[Bug-wget] Problem with ÅÄÖ and wget

2013-09-12 Thread Björn Mattsson

Run into a bug in wget last week.
Done some digging but can't solve it by my self.

If i tries to wget a file containing capital ÅÄÖ they gets coverted 
wrongly, and åäö works fine.


I uses wget -m to backup one of my webb-sites to another machine. Have 
worked like a cahrm for the last 4-5 years but a couple of week ago one 
of teh files came down wrong. Thought it was a college that had uploaded 
something wrong but after some digging it's wget that converts wrongly.


I have UTF-8 as charset on my machine.

If you want to test/see the problem

wget -m http://bmit.se/wget

--
Best regards
Björn Mattsson
Network engineer
IT Department
Blekinge Institute of Technology
 
bjorn.matts...@bth.se

Office: +46 (0)455-385163
IT Helpdesk: +46 (0)455-385100




Re: [Bug-wget] Problem with ÅÄÖ and wget

2013-09-12 Thread Tim Rühsen
Am Donnerstag, 12. September 2013, 12:59:00 schrieb Björn Mattsson:
 Run into a bug in wget last week.
 Done some digging but can't solve it by my self.
 
 If i tries to wget a file containing capital ÅÄÖ they gets coverted
 wrongly, and åäö works fine.
 
 I uses wget -m to backup one of my webb-sites to another machine. Have
 worked like a cahrm for the last 4-5 years but a couple of week ago one
 of teh files came down wrong. Thought it was a college that had uploaded
 something wrong but after some digging it's wget that converts wrongly.
 
 I have UTF-8 as charset on my machine.
 
 If you want to test/see the problem
 
 wget -m http://bmit.se/wget

Just use 
wget --restrict-file-names=nocontrol -m http://bmit.se/wget

Tim


signature.asc
Description: This is a digitally signed message part.


Re: [Bug-wget] Problem with ÅÄÖ and wget

2013-09-12 Thread Björn Mattsson

On 2013-09-12 17:37, Tim Ruehsen wrote:

On Thursday 12 September 2013 12:59:00 Björn Mattsson wrote:

Run into a bug in wget last week.
Done some digging but can't solve it by my self.

If i tries to wget a file containing capital ÅÄÖ they gets coverted
wrongly, and åäö works fine.

I uses wget -m to backup one of my webb-sites to another machine. Have
worked like a cahrm for the last 4-5 years but a couple of week ago one
of teh files came down wrong. Thought it was a college that had uploaded
something wrong but after some digging it's wget that converts wrongly.
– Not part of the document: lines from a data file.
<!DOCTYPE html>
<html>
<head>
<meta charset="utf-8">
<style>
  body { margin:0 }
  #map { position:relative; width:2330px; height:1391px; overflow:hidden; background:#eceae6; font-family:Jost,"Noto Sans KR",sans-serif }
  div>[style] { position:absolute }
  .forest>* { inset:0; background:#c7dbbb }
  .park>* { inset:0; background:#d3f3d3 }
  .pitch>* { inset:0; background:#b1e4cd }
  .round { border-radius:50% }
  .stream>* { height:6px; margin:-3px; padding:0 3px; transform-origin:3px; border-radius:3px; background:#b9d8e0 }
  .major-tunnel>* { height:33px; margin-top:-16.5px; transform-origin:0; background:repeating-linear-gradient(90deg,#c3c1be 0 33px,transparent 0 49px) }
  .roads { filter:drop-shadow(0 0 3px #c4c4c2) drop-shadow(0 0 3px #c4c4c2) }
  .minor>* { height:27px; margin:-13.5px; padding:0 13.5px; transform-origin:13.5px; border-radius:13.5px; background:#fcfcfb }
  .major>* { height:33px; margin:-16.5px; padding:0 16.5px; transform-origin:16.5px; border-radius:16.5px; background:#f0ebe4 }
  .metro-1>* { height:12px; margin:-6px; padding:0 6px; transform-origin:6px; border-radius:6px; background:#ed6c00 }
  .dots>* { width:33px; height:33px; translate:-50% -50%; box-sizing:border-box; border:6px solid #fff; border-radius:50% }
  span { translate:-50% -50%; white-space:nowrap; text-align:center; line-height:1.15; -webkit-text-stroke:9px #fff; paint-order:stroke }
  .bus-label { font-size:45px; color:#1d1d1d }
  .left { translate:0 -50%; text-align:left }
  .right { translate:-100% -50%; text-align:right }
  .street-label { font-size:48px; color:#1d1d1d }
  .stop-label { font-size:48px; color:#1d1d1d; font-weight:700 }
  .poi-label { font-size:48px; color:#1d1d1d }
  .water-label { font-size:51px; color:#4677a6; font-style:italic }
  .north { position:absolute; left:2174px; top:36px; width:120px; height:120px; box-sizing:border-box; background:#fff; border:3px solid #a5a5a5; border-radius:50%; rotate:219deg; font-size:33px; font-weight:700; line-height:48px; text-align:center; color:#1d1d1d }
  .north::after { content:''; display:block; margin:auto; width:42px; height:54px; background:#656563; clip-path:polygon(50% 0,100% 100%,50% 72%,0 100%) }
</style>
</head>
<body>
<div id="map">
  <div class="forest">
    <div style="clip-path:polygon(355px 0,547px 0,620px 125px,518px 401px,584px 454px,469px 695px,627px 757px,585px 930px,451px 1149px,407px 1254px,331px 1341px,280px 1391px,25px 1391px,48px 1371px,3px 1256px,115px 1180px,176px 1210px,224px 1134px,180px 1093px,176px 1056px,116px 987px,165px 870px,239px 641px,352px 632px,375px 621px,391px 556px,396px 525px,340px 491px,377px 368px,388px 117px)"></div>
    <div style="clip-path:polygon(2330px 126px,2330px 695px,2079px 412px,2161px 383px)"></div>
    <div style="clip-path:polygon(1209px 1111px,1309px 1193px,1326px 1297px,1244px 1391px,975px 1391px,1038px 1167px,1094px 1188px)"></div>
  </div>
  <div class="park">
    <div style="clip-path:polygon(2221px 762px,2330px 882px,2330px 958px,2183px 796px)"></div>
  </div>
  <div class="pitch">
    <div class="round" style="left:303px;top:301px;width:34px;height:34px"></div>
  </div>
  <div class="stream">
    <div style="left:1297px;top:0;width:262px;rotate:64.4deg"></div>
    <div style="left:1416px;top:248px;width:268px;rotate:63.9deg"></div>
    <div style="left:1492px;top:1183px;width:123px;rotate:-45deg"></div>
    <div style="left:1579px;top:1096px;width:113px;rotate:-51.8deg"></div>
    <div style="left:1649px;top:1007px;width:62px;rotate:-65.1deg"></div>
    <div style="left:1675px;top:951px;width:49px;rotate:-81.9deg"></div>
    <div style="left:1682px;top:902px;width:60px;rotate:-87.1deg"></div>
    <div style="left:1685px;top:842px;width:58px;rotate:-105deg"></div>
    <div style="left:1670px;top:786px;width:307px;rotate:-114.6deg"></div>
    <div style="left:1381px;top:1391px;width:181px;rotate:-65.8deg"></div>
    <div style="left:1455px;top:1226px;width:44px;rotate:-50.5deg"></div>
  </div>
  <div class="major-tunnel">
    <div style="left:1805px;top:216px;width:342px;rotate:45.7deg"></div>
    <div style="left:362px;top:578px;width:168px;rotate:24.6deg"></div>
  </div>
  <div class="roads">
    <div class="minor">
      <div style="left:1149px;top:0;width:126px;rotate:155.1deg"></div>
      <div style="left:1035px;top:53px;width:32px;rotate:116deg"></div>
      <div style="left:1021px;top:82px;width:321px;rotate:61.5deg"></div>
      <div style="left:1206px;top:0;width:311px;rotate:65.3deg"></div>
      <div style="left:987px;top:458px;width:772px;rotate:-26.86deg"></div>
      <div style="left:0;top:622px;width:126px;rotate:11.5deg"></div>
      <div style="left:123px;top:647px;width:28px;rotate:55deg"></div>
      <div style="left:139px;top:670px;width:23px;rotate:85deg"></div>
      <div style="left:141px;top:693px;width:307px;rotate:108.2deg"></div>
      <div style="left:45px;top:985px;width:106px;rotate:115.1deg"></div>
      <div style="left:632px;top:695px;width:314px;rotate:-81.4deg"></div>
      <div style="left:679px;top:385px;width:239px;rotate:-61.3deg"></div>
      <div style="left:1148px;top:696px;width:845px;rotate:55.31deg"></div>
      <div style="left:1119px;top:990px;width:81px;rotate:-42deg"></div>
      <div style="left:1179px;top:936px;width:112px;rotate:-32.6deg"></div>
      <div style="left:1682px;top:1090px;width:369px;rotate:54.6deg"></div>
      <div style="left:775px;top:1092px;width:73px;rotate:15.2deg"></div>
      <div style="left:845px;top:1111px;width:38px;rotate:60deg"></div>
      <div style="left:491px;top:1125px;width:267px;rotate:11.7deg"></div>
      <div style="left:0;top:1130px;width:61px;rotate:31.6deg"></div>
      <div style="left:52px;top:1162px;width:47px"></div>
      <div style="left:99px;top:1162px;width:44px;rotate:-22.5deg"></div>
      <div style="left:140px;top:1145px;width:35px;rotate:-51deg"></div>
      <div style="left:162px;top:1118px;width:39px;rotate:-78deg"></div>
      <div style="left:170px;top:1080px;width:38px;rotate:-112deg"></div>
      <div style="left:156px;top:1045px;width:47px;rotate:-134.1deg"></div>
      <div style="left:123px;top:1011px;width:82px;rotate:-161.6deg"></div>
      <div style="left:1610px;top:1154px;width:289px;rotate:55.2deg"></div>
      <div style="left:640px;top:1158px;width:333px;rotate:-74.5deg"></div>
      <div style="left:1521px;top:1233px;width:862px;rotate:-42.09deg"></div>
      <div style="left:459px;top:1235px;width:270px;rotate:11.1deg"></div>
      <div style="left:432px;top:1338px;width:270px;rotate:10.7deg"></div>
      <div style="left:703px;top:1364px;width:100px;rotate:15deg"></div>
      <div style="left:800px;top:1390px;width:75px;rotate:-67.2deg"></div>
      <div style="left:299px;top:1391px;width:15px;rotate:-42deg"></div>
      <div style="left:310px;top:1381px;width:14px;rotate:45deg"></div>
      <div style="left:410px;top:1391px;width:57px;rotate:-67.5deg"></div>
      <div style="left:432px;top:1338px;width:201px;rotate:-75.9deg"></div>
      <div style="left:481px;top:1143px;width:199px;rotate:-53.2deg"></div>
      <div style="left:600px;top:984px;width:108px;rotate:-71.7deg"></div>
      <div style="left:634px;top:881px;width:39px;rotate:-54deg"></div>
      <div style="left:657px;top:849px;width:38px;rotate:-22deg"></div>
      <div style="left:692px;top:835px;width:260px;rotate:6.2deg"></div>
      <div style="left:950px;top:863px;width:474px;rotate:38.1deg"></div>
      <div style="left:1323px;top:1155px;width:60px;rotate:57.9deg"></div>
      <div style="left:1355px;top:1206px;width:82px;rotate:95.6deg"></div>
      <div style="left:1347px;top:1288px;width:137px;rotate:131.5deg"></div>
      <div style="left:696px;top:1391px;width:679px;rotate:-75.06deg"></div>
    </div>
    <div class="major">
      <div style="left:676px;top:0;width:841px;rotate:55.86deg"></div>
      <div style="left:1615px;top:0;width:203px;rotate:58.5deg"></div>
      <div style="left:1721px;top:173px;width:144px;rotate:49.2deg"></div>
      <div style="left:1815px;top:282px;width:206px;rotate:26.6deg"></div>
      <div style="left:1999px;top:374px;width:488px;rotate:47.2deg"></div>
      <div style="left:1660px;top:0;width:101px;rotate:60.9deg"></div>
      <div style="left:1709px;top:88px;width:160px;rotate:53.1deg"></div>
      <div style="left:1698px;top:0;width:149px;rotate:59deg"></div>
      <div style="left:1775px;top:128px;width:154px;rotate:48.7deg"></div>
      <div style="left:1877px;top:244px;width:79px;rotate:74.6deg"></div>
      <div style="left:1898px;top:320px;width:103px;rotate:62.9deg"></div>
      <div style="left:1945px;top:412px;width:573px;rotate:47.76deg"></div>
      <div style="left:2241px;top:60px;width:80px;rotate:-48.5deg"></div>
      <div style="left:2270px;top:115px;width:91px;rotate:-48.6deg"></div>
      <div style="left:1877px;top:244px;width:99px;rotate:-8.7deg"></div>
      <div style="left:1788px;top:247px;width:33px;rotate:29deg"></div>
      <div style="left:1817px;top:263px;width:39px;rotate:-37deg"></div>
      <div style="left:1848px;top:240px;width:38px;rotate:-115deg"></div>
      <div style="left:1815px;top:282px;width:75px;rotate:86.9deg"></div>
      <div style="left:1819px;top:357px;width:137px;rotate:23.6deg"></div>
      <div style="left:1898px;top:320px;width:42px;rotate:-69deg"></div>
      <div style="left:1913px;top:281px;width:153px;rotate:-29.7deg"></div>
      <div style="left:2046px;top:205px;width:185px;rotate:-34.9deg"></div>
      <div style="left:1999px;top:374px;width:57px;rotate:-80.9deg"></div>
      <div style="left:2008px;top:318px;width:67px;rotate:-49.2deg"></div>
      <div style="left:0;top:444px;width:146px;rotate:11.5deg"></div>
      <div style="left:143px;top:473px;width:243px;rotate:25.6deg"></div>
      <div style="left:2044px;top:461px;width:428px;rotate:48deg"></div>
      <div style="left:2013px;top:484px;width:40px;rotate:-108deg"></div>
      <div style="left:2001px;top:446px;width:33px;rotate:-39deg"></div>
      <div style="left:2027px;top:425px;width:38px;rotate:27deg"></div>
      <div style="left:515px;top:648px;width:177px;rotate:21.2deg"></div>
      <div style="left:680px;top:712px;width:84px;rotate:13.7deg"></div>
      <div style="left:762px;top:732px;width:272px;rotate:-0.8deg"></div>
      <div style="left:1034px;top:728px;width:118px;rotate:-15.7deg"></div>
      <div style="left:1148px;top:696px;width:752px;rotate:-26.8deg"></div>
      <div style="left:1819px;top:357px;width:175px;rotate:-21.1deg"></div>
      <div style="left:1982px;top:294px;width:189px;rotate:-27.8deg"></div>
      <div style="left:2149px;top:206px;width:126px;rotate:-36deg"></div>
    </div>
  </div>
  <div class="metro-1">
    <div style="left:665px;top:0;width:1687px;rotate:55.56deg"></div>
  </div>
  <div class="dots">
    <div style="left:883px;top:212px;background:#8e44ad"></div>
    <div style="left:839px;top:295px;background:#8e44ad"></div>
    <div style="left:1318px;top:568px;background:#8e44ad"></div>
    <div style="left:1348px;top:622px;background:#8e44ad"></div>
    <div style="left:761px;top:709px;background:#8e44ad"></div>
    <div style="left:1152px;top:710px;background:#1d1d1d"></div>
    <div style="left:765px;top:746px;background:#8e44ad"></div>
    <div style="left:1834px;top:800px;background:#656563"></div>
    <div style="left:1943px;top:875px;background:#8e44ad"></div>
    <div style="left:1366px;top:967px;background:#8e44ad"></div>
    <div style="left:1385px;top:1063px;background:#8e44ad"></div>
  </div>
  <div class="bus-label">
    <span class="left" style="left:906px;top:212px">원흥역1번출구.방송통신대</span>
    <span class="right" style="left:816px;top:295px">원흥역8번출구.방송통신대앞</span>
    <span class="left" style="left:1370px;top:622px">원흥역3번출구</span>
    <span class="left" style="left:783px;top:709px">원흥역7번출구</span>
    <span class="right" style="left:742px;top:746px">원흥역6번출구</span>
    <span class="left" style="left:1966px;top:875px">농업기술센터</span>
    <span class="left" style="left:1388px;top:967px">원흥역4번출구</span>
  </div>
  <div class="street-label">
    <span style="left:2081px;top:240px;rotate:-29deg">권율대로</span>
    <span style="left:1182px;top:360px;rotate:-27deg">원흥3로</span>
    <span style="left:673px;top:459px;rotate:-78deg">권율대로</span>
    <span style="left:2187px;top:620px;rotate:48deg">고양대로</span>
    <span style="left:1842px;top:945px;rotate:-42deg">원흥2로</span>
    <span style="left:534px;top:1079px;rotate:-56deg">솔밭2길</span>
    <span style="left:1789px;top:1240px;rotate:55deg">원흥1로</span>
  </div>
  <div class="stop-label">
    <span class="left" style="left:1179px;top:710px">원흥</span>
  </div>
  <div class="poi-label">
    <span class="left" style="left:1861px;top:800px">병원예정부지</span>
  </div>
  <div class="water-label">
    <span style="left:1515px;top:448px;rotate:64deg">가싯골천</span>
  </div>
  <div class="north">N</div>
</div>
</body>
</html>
I have UTF-8 as charset on my machine.

If you want to test/see the problem

wget -m http://bmit.se/wget

A request to http://bmit.se/wget/ returns text/html document without
specifying the charset (AFAIR, default is iso-8859-1).
Either your Server has to tag the response as utf-8 (Content-Type: text/html;
charset=utf-8) or you have to specify utf-8 in your document header.

Ok.
But why is åäö working but not ÅÄÖ  (same letters but capital)


Or you specify --remote-encoding=utf-8 when calling wget.

Didn't work


Could you give it a try, maybe with -d to see what is going on.

Done and attached the log-file.


Tim


// Björn
Script started on Thu 12 Sep 2013 09:16:23 PM CEST
]0;bmt@ronneby]0;bmt@ronneby: /tmpbmt@ronneby:/tmp$ wget -m -d 
http://bmit.se/wget/
DEBUG output created by Wget 1.12 on linux-gnu.

Enqueuing http://bmit.se/wget/ at depth 0
Queue count 1, maxcount 1.
[IRI Enqueuing http://bmit.se/wget/; with None
Dequeuing http://bmit.se/wget/ at depth 0
Queue count 0, maxcount 1.
--2013-09-12 21:16:39--  http://bmit.se/wget/
Resolving bmit.se... 31.209.29.190
Caching bmit.se = 31.209.29.190
Connecting to bmit.se|31.209.29.190|:80... connected.
Created socket 3.
Releasing 0x09089948 (new refcount 1).

---request begin---
GET /wget/ HTTP/1.0

User-Agent: Wget/1.12 (linux-gnu)

Accept: */*

Host: bmit.se

Connection: Keep-Alive



---request end---
HTTP request sent, awaiting response... 
---response begin---
HTTP/1.1 200 OK

Date: Thu, 12 Sep 2013 19:16:39 GMT

Server: Apache/2.2.22 (Debian)

Last-Modified: Wed, 11 Sep 2013 15:24:38 GMT

ETag: ac004-78-4e61d3830b980

Accept-Ranges: bytes

Content-Length: 120

Vary: Accept-Encoding

Keep-Alive: timeout=5, max=100

Connection: Keep-Alive

Content-Type: text/html



---response end---
200 OK
Registered socket 3 for persistent reuse.
Length: 120 [text/html]
Saving to: bmit.se/wget/index.html


 0% [   
   ] 0   --.-K/s
  
100%[=]
 120 --.-K/s   in 0s  

2013-09-12 21:16:40 (2.64 MB/s) - bmit.se/wget/index.html saved [120/120]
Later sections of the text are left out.